Listed records Start Marker

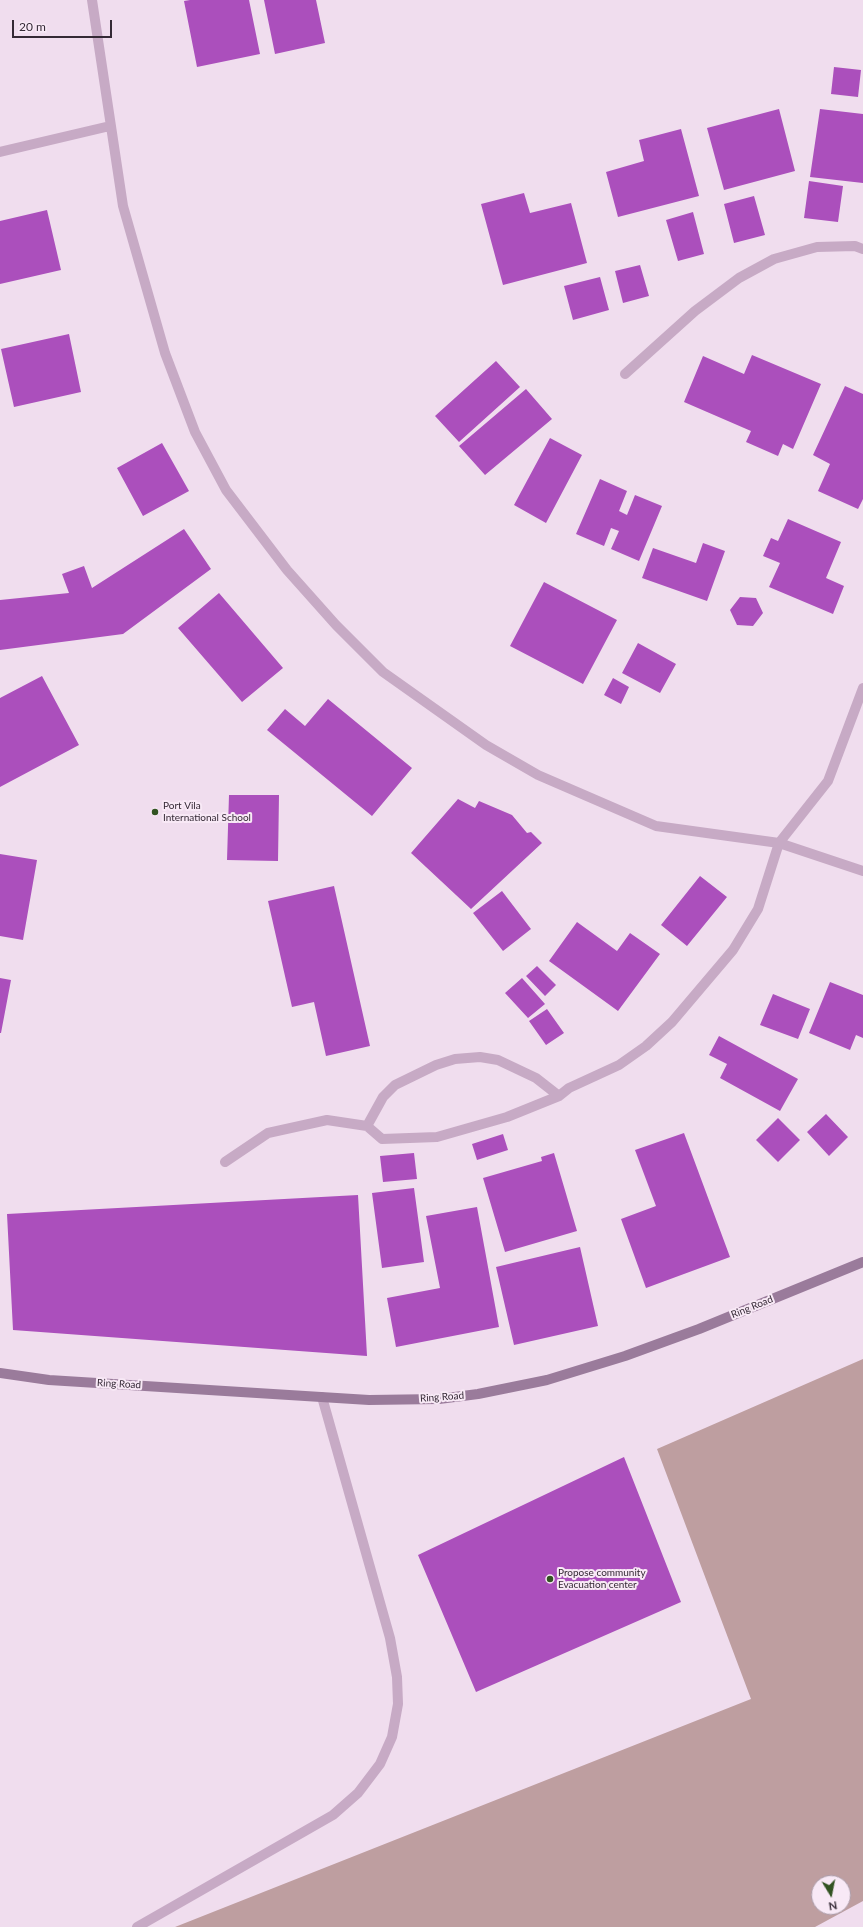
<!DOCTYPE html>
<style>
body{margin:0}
#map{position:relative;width:863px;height:1927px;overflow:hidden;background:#f0ddee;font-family:Lato,sans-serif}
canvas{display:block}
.north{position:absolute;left:811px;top:1875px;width:40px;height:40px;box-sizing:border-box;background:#f8e9f6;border:1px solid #aa9ca9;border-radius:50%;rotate:170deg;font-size:11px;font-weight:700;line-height:16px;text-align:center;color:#342935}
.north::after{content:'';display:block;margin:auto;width:14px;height:18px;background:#325322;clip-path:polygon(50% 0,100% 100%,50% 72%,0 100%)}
.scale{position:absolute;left:12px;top:20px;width:100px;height:18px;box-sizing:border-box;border:2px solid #342935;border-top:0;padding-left:5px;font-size:12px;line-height:14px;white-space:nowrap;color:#342935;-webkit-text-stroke:3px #f8e9f6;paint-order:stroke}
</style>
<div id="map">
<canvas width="863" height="1927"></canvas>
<div class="north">N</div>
<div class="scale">20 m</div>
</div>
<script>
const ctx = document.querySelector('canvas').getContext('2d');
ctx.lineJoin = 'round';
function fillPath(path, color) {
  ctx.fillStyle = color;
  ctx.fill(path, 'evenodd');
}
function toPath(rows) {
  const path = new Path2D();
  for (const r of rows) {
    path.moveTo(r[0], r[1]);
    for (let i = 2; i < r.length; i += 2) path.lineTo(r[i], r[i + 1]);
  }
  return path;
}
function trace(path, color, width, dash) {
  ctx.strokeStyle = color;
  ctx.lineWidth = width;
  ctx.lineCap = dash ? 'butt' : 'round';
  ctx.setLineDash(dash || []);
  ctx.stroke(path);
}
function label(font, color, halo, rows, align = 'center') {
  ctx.font = font + ' Lato,sans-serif';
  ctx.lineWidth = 4;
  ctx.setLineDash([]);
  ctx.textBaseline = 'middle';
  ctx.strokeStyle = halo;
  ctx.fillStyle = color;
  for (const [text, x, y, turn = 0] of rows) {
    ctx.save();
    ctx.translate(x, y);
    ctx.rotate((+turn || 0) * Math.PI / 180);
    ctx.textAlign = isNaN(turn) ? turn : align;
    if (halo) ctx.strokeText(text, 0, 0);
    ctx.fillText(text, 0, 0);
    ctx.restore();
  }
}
fillPath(toPath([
 [863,1359,863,1901,815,1927,175,1927,751,1699,657,1449],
 [819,1883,843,1883,843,1907,819,1907]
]), '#be9ea0');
fillPath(toPath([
 [190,0,249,0,260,54,197,67,184,1],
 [264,0,316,0,325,43,275,54],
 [834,67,861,70,858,97,831,94],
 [779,109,795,171,724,190,707,128],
 [820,109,863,114,863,183,810,177],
 [681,129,699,196,618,217,606,172,644,161,639,140],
 [809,181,843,186,838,222,804,218],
 [524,193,530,213,571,203,587,263,503,285,481,204],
 [754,196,765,235,734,243,724,204],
 [47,210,61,270,0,284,0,221],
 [693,212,704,254,678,261,666,220],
 [640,265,649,296,623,303,615,271],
 [600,277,609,310,573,320,564,286],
 [69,334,81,392,14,407,1,349],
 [752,355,821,384,793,449,783,444,778,456,746,442,751,431,684,402,703,356,744,374],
 [496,361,520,387,459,442,435,416],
 [845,386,863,394,863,499,858,509,818,491,830,464,813,455],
 [526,389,552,419,485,475,459,446],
 [550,438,582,455,546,523,514,505],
 [162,443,189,491,143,516,117,468],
 [600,479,627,491,619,511,627,515,635,495,662,506,639,561,611,549,619,531,611,528,604,546,576,534],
 [788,519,841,542,826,578,844,586,833,614,769,587,780,563,763,556,771,538,778,541],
 [184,529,211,569,123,634,0,650,0,600,69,593,62,574,84,566,92,588],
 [703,543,725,551,707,601,642,578,653,548,696,563],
 [544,582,617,620,583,684,510,646],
 [219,593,283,668,242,702,178,628],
 [740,597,756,598,763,613,753,626,737,625,730,610],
 [638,643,676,664,660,693,622,673],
 [42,676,79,745,0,787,0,698],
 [613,678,629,687,621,704,604,695],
 [328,699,412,768,372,816,267,730,285,709,305,726],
 [229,795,279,795,278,861,227,860],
 [458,799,475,808,479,801,512,815,527,833,531,832,542,843,471,909,411,853],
 [0,854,37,860,23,940,0,936],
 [700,876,727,897,687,946,661,925],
 [334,886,370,1046,326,1056,314,1002,292,1007,268,901],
 [502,891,531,929,503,951,473,913],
 [577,922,617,951,630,933,660,954,618,1011,549,961],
 [537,966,556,985,545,996,526,976],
 [0,978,11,980,1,1033,0,1033],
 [522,978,545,1004,528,1018,505,993],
 [830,982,863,995,863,1038,856,1035,850,1050,809,1033],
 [773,994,810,1009,798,1039,760,1025],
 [547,1009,564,1033,546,1045,529,1021],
 [719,1036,798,1079,780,1111,720,1078,727,1064,709,1055],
 [826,1114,848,1137,829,1156,807,1132],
 [778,1118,800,1140,778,1162,756,1140],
 [684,1133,730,1257,646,1288,621,1219,656,1206,635,1150],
 [503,1134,508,1150,477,1160,472,1144],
 [414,1153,417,1179,383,1182,380,1156],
 [554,1153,577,1231,505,1252,483,1178,542,1161,541,1157],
 [414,1188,424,1262,382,1268,372,1193],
 [358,1195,367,1356,13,1330,7,1214],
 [477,1207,499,1327,396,1347,387,1298,440,1288,426,1216],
 [580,1247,598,1326,514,1345,496,1267],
 [624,1457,681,1602,476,1692,418,1555]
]), '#ab4fbc');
trace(toPath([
 [92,0,123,206,165,353,195,432,226,490,287,570,336,625,383,672,486,745,538,775,656,826,779,843,863,871],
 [0,152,110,126],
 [625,374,695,311,739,278,774,259,817,247,855,246,863,249],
 [367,1126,383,1097,395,1085,436,1065,455,1059,480,1057,498,1060,536,1078,559,1096],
 [225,1162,268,1133,327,1120,367,1126,382,1139,437,1137,507,1117,559,1096,569,1088,619,1065,646,1046,672,1022,733,950,758,909,779,843,828,781,863,688],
 [137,1927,333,1815,358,1793,380,1764,392,1737,398,1704,397,1677,390,1638,322,1397]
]), '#c7aac5', 10);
trace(toPath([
 [0,1373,49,1380,369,1400,439,1399,478,1394,547,1380,625,1356,699,1329,863,1262]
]), '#9a7b9b', 10);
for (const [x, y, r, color] of [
 [155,812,4,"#325322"],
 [550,1579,4,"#325322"]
]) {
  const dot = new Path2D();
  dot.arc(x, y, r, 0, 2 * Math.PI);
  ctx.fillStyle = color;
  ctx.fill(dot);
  trace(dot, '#f8e9f6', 1.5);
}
label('10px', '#342935', '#f8e9f6', [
 ["Port Vila",163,806],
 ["International School",163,818],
 ["Propose community",558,1573],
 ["Evacuation center",558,1585]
], 'left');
label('10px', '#342935', '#f8e9f6', [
 ["Ring Road",752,1307,-22],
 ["Ring Road",119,1384,3],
 ["Ring Road",442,1397,-4]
]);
</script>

Listed records End Marker

**To do:** Starting at the line above that contains "ctx.stroke(path);", write out each line exactly until the line that contains "ctx.rotate((+turn || 0) * Math.PI / 180);" has been written, and stop there.

**Output below:**
  ctx.stroke(path);
}
function label(font, color, halo, rows, align = 'center') {
  ctx.font = font + ' Lato,sans-serif';
  ctx.lineWidth = 4;
  ctx.setLineDash([]);
  ctx.textBaseline = 'middle';
  ctx.strokeStyle = halo;
  ctx.fillStyle = color;
  for (const [text, x, y, turn = 0] of rows) {
    ctx.save();
    ctx.translate(x, y);
    ctx.rotate((+turn || 0) * Math.PI / 180);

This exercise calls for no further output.